Dimension Reduction Methods in the Study of the Genetics of Gene Expression
Stephanie Santorico, Department of Mathematical & Statistical Sciences, University of Colorado, Denver
Monday, February 15, 2010
4:00 p.m., Weber 223
Combining many types of genomics information, such as genetic marker data and gene expression data, has become a powerful strategy for better understanding the genetic basis of complex traits. One of the challenges of such an approach is how to study the genetics of a vast set of highly interrelated measures which likely represent a much smaller set of truly meaningful variables. In this paper three linear dimension reduction methods: principal components analysis (PCA), partial least squares (PLS), and non-negative matrix factorization (NMF) were reviewed and applied to a large-scale gene expression data set containing 45101 expression phenotypes from a sample of 84 M16xICR F2 mice. Transcripts representing the top 10% of weights for each basis vector derived from the three dimension reduction methods were selected and tested for functional enrichment based on Gene Ontology biological processes annotation.

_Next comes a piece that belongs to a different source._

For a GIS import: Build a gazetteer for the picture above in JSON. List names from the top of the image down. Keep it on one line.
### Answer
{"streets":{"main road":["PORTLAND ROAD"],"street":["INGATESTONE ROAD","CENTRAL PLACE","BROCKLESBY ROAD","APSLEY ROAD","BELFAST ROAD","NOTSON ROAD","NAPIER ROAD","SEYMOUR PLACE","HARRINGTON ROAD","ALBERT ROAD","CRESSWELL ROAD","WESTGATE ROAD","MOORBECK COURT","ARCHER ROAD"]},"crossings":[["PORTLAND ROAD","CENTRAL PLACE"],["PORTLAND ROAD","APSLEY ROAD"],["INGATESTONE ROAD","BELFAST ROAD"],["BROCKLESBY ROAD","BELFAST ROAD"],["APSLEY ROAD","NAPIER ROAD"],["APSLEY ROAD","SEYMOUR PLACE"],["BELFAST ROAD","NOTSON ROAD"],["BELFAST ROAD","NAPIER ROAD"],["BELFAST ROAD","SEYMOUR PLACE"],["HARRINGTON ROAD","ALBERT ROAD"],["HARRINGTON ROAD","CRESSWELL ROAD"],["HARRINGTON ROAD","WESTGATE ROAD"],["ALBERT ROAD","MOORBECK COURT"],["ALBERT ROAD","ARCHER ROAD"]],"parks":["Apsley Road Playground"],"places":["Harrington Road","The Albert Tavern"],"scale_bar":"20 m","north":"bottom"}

Linkage tests were performed on the components derived from each statistical dimension reduction method, and identified expression Quantitative Trait loci (eQTLs) were compared with the results from the analysis that did not utilize dimension reduction. At a false discovery rate of 0.05, we discovered 18 functional enrichments for the 20 PCA basis vectors, 3 functional enrichments for the 2 PLS basis vectors and 41 functional enrichments for the 20 NMF basis vectors. The biological functions biotin biosynthetic process and Cobalamin Biosynthetic Process are the two enrichments found by all three dimension reduction methods. One significant linkage with LOD score of 4.349 was detected by NMF components. The results demonstrated that all three methods can effectively reduce the dimensionality and discover underlying biological functions. Linkage analysis results suggested appropriate pre-screening to the original gene expression dataset is needed to exclude variation in expression that is non-genetic.